TASK DETAILS: Check the data underneath for lines holding the word "setLineDash", and state only how many you find.
━━━━━━
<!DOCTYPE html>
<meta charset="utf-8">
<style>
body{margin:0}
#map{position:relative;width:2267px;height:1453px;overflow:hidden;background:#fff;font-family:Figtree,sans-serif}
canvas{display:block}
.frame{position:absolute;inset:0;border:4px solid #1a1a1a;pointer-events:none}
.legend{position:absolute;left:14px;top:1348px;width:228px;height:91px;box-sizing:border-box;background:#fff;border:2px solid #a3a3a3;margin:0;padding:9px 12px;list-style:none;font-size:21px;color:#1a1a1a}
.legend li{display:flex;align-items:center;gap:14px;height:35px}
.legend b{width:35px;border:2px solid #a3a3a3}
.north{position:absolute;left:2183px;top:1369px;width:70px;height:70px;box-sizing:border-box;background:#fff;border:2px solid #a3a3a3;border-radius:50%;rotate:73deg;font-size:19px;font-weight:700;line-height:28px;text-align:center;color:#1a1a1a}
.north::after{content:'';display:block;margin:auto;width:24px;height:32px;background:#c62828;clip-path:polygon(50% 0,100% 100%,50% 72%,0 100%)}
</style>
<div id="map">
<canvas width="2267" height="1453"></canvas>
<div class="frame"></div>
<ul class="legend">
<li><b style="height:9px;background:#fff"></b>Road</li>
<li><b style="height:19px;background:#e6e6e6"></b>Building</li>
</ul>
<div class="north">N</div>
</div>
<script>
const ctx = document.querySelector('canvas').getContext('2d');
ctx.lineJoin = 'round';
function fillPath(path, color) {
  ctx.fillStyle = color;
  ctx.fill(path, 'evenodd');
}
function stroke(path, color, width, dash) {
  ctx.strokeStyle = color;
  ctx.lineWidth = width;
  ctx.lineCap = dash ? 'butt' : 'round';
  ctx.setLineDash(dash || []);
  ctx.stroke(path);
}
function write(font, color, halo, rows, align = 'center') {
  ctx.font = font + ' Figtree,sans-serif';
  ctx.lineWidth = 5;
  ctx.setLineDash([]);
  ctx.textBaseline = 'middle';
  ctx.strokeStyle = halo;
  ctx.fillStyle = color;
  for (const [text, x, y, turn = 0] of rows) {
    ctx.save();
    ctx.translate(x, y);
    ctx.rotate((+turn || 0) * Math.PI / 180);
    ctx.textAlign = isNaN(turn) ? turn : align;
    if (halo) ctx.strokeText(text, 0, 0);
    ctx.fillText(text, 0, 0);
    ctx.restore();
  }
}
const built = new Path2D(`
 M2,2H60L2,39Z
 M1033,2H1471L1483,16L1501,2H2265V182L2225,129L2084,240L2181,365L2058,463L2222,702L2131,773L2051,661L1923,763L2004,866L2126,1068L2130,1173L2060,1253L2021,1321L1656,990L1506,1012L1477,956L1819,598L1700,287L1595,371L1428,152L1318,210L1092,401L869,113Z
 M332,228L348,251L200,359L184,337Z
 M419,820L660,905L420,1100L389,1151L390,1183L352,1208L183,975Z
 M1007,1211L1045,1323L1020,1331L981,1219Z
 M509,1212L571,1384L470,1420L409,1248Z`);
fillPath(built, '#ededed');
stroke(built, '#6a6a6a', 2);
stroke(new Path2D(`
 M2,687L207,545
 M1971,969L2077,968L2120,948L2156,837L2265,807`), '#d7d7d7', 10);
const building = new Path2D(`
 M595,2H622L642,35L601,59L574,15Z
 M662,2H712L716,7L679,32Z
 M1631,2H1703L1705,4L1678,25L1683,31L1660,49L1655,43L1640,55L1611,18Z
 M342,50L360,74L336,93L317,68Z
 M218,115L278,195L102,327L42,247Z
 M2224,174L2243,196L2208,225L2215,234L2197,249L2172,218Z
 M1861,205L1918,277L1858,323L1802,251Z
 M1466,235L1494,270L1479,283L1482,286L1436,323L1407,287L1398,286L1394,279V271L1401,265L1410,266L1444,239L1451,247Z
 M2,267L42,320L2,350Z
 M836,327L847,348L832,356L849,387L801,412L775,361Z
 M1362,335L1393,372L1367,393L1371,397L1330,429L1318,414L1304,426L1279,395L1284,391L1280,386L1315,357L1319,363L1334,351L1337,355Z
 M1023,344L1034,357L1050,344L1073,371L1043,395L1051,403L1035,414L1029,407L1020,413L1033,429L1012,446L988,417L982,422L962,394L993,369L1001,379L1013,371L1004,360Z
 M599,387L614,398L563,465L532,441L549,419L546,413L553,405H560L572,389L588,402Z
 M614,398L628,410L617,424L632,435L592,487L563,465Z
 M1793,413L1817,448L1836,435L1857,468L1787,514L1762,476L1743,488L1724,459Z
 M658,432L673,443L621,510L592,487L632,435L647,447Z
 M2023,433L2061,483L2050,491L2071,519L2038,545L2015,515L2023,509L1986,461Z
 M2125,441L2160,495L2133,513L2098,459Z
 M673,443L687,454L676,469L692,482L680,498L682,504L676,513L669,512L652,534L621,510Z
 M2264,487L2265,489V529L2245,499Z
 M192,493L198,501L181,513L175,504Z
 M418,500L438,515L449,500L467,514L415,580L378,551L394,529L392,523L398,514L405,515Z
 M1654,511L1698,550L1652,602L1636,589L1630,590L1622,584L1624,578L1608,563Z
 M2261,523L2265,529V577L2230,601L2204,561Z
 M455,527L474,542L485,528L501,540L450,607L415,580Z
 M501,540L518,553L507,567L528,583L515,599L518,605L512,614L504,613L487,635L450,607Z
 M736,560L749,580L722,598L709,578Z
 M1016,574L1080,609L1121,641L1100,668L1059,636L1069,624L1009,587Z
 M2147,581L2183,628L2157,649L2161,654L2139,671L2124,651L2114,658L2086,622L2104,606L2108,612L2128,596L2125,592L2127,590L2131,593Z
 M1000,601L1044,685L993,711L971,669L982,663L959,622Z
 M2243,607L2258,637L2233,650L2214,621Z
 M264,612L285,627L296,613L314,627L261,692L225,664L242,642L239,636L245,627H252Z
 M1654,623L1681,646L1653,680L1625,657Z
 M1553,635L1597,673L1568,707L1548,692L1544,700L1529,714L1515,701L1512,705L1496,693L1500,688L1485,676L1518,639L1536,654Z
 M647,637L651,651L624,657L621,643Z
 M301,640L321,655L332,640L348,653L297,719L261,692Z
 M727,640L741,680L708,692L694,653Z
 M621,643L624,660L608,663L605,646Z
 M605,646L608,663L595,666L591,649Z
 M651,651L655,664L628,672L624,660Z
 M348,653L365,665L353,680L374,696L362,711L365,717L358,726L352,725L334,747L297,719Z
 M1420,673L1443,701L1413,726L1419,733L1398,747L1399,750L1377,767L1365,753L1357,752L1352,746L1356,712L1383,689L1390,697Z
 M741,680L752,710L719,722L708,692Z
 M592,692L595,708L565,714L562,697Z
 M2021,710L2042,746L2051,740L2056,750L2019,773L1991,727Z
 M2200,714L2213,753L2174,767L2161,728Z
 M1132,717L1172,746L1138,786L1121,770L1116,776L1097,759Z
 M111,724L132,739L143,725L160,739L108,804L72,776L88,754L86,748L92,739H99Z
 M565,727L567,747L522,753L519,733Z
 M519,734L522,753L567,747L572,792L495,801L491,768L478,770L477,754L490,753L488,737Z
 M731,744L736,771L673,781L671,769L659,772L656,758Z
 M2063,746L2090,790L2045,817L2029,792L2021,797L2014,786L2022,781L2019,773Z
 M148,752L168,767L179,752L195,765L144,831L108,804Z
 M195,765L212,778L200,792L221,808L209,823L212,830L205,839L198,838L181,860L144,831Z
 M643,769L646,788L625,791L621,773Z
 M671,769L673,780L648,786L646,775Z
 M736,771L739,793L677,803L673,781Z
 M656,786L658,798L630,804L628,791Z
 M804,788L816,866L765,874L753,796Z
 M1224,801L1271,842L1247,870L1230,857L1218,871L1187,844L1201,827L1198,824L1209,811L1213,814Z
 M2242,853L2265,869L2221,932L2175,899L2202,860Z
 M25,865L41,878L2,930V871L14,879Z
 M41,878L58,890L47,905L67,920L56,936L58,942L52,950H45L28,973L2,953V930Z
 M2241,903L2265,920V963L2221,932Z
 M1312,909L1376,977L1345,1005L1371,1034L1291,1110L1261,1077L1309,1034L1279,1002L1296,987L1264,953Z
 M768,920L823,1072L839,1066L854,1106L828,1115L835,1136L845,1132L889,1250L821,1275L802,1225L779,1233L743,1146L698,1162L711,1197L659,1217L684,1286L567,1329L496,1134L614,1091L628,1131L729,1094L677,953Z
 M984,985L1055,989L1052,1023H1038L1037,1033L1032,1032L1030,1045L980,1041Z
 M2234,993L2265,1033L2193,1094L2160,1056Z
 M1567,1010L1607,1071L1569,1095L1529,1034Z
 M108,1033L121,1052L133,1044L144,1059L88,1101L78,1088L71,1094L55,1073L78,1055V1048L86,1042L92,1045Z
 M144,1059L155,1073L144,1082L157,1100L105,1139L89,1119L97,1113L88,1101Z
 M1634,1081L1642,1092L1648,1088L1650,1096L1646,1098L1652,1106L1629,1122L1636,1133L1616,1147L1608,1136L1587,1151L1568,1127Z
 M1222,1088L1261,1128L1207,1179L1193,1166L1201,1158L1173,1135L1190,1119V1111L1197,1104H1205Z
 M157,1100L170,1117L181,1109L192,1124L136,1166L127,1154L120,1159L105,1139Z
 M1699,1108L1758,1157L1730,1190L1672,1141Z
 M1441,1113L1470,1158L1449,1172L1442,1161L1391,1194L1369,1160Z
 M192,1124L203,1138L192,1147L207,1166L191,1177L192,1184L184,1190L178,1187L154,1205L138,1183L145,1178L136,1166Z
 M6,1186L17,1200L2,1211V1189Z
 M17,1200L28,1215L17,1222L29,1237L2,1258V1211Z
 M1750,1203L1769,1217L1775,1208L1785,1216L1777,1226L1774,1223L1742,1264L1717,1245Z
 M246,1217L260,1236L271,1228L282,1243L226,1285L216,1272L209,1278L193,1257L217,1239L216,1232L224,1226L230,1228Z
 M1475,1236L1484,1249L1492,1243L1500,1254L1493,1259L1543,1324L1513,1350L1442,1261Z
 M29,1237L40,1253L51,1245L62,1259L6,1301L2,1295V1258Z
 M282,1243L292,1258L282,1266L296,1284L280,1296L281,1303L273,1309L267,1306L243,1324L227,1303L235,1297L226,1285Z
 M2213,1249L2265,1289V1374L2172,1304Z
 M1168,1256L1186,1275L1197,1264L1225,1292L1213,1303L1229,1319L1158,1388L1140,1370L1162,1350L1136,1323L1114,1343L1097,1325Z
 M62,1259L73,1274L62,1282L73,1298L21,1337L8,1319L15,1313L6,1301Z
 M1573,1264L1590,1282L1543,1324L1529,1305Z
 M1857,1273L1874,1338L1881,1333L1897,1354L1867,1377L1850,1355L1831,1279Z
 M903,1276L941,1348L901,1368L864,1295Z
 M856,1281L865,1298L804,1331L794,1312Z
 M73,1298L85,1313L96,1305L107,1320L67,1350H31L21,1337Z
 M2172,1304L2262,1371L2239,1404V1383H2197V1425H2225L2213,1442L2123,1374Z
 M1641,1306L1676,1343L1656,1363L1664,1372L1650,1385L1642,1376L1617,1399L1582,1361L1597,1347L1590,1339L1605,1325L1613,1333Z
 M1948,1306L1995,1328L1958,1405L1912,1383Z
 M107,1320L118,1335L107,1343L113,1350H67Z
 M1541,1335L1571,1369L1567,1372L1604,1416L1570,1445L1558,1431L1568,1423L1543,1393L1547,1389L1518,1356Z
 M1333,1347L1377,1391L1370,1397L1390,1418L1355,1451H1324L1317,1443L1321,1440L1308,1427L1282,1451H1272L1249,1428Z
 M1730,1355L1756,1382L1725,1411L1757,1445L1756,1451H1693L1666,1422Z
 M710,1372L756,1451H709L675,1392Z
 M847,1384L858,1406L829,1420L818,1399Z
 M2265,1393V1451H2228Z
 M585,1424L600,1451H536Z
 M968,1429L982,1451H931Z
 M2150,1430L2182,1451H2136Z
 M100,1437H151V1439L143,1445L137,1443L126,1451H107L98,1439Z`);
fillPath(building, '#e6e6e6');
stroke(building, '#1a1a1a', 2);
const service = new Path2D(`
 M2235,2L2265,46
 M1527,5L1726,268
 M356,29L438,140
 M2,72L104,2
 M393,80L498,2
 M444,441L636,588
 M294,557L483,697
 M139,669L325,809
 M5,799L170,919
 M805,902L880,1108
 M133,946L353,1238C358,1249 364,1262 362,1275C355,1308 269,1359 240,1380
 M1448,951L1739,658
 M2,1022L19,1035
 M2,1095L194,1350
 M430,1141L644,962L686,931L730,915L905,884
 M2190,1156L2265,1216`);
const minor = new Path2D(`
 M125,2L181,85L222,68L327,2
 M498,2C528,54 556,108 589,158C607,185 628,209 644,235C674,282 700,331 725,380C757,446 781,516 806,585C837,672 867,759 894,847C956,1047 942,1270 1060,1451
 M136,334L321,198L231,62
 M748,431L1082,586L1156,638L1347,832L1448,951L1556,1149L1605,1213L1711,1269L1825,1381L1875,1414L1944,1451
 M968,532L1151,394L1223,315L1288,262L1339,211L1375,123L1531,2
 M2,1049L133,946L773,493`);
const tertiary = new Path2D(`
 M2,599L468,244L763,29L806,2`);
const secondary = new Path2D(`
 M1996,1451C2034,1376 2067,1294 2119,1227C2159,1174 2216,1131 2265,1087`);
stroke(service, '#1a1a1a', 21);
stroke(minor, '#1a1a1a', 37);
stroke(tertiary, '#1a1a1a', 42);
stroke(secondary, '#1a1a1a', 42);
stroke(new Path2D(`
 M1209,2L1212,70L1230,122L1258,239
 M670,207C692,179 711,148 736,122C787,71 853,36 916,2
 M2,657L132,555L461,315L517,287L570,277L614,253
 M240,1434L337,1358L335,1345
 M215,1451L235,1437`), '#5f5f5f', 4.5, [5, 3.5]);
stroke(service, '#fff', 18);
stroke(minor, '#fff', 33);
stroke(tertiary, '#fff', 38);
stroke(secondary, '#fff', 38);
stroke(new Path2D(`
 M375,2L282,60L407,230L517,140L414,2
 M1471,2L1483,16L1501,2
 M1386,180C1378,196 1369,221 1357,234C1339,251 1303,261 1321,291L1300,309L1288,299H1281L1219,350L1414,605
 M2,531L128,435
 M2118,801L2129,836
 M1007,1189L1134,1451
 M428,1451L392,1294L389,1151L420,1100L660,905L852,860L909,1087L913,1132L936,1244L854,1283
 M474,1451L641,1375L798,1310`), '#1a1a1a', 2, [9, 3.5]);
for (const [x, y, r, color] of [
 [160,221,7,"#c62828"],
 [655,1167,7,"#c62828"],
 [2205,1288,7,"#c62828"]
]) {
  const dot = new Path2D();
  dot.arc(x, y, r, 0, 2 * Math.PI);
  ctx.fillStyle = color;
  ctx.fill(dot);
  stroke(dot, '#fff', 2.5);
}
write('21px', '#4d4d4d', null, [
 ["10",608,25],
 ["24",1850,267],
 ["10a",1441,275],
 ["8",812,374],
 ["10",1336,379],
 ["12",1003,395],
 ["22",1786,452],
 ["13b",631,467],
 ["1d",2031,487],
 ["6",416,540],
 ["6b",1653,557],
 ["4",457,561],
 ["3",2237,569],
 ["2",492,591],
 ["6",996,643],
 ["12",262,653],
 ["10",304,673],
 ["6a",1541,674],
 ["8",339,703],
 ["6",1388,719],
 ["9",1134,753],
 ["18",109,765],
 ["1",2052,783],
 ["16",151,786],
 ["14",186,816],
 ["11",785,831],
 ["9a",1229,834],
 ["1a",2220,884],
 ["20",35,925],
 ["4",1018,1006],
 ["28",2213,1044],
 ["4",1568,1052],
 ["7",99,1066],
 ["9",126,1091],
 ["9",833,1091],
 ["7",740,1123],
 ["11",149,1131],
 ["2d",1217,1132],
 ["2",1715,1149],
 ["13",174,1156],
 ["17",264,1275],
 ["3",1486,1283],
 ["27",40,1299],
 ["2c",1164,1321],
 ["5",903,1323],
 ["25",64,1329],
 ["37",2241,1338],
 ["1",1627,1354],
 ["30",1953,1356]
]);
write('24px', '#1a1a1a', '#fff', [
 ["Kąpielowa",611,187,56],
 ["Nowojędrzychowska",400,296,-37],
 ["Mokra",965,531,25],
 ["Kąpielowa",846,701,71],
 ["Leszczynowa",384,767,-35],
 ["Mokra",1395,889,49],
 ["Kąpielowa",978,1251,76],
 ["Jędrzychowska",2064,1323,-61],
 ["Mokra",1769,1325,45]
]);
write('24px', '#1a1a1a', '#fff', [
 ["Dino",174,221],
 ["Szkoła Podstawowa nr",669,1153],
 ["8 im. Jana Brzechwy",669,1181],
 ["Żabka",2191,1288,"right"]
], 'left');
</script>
━━━━━━
ANSWER TO THE EXERCISE: 2